Do not confuse straps with any of the other stupid implements that you may see people using in the gym. For instance, wrist-things with hooks built into them are not straps and are just plain stupid. Stupid may sound harsh, but this is weightlifting, not cooking class. Also, do not confuse straps with those weird looking wrist-wraps that skinny kids use when they’re pretending to be strong.
Like I mentioned earlier, straps are used to remove the grip as the limiting factor for an exercise. For most trainees, grip nearly always fails first and can sometimes even get in the way of proper training. The problem with straps is that trainees can become dependent on the use of straps, ultimately ruining their grip by using them for every exercise that involves holding a weight. Here’s a quick set of ground rules on the use of straps.
- For Olympic lifts, do not use straps. These include snatches and clean & jerks.
- For power lifts, do not use straps. These include squats, bench presses, and deadlifts. (God help you if you use straps on bench presses or squats.)

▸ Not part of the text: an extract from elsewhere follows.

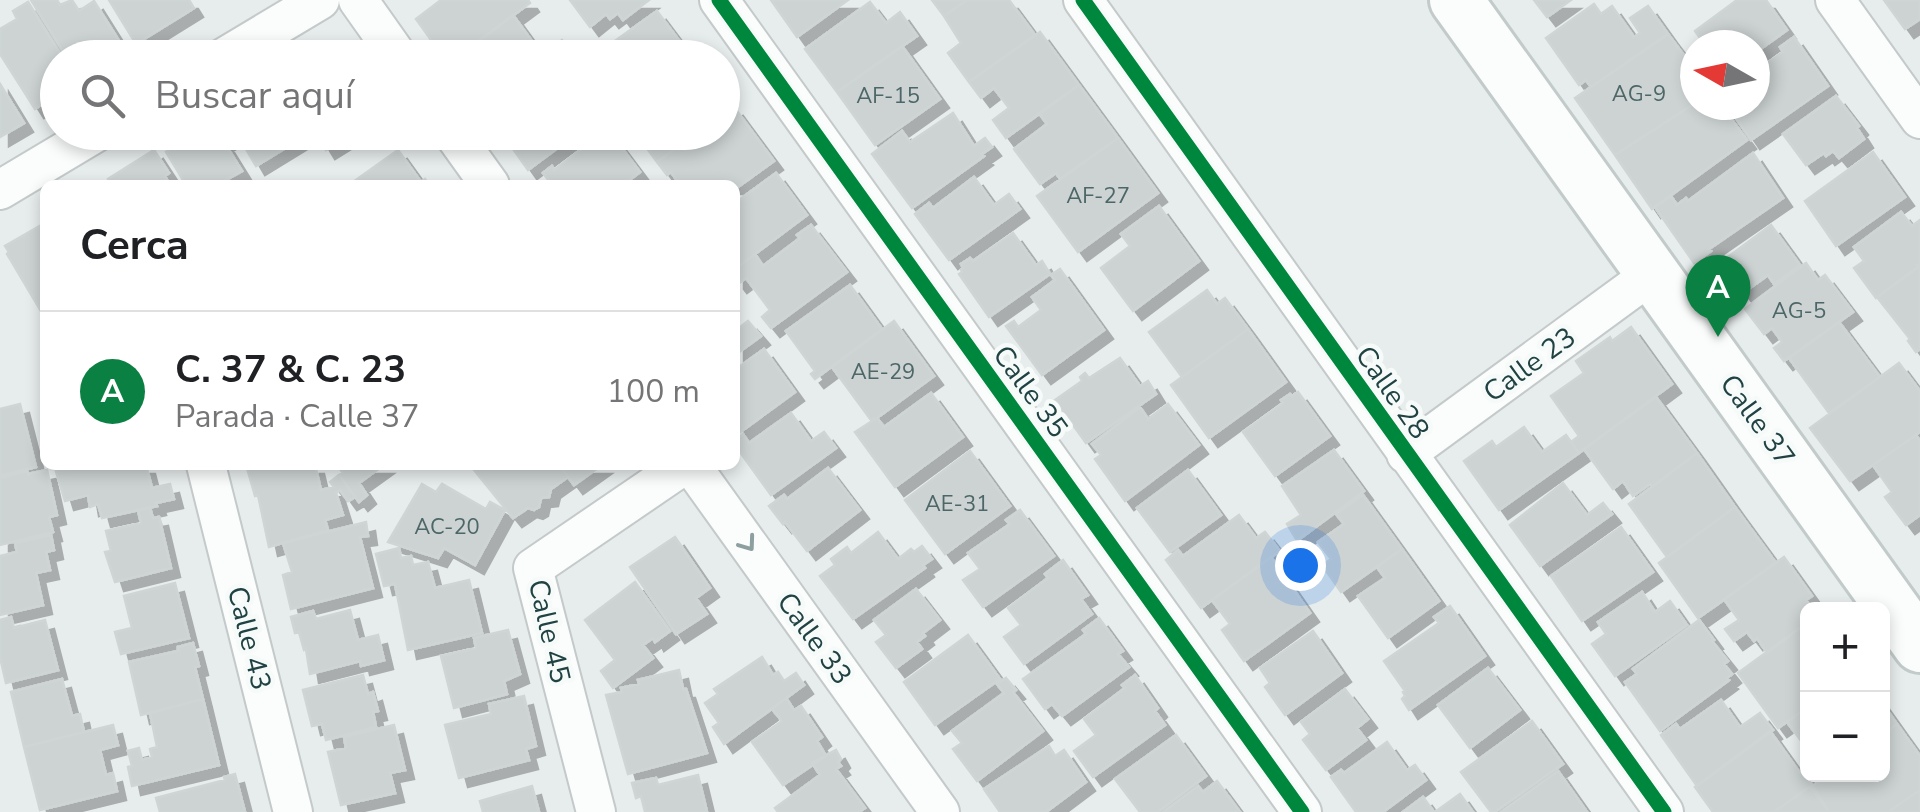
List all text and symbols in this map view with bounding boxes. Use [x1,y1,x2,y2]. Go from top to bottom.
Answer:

- For dumbbell exercises, do not use straps.
- For cable or machine exercises, do not use straps.
- For grip work (obviously), do not use straps.
By now, you’re probably thinking, “Okay, so what can I use straps for?” Well …

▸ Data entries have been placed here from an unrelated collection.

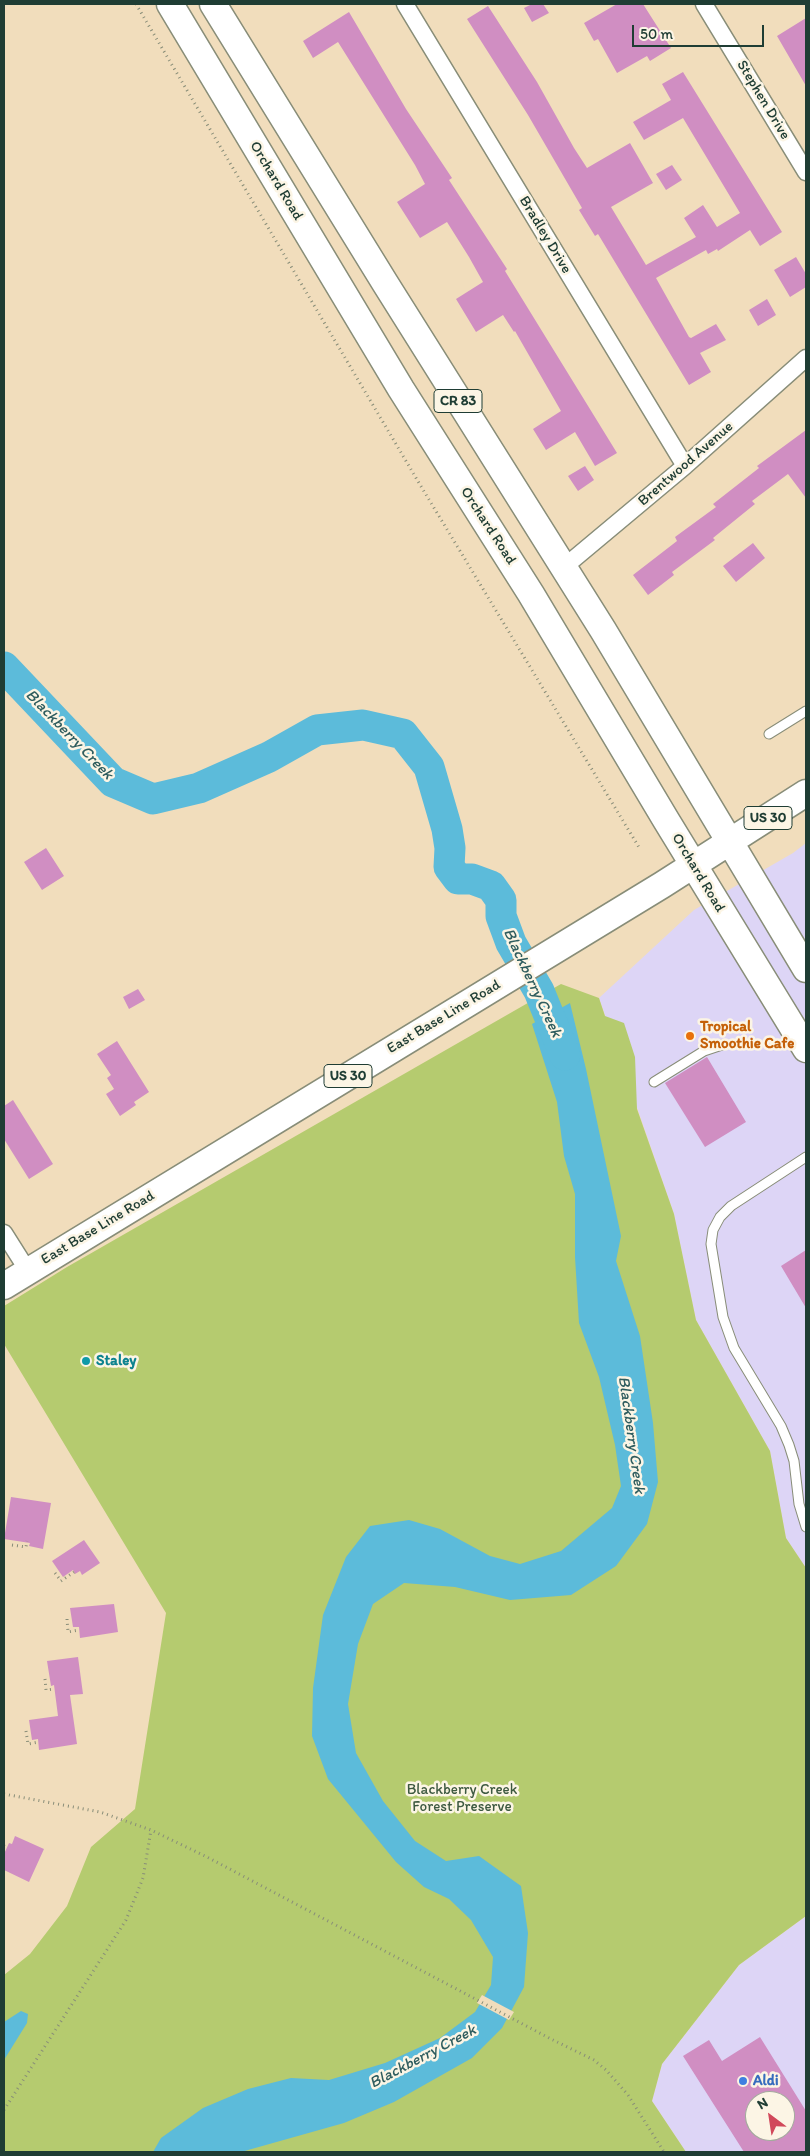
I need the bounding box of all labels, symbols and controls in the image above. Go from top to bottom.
scale bar [635,15,768,47]
text: 50 m [640,25,673,43]
street label: Stephen Drive [732,57,794,143]
street label: Orchard Road [245,138,307,224]
street label: Bradley Drive [515,193,575,277]
road number: CR 83 [434,390,482,412]
street label: Brentwood Avenue [635,418,737,510]
street label: Orchard Road [456,484,520,568]
water label: Blackberry Creek [21,686,117,784]
road number: US 30 [744,806,792,830]
street label: Orchard Road [667,830,729,916]
water label: Blackberry Creek [498,925,566,1041]
street label: East Base Line Road [384,976,504,1058]
place label: Tropical Smoothie Cafe [700,1018,794,1053]
marker: Tropical Smoothie Cafe [684,1030,696,1042]
road number: US 30 [324,1064,372,1088]
street label: East Base Line Road [38,1187,158,1269]
place label: Staley [96,1352,136,1370]
marker: Staley [80,1355,92,1367]
water label: Blackberry Creek [613,1375,649,1495]
park label: Blackberry Creek Forest Preserve [407,1781,517,1816]
water label: Blackberry Creek [366,2021,480,2093]
place label: Aldi [753,2072,779,2090]
marker: Aldi [737,2075,749,2087]
north arrow [745,2091,795,2141]
text: N [754,2094,771,2113]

- For “big,” second, or accessory exercises, you may use straps on your heaviest sets. For instance, common exercises in my program include RDLs and snatch-grip deads. I use straps on my heaviest sets. And I only use straps with barbells.
Otherwise, I don’t really see the point of straps. I don’t use them for my main lifts, because competitions don’t allow straps. If you can’t hold onto the weight, you probably can’t lift it with good form.
I use farmers carries and various dumbbell rows to hit my grip. The straps on my snatch-grip deads allow me to take my grip a little wider than I normally could.
As you’ve noticed, this isn’t a “Pros & Cons” type of post. The cons are obvious, you aren’t progressively overloading your grip strength when you consistently use straps. The pros are obvious as well, you can lift weight without your grip failing. Here are a few other pros/notes about using straps.
- You may save a bit of “mental energy” by not “wasting” neuromuscular recruitment on grip strength. This may lead to easier overall recovery from sessions. Or you could just hold onto the bar. Whatever floats your boat.
- Straps do not entirely replace grip strength. Don’t expect to add 50 lbs to your RDL simply by purchasing straps. They merely make up for the last bit of strength that your hands lack when compared with other muscles.
- Straps can also be used to assist during front squats.
I apologize for this post not being very humorous. I was observing some strap use in the gym today and didn’t want to head into the weekend without throwing my thoughts down on the internet.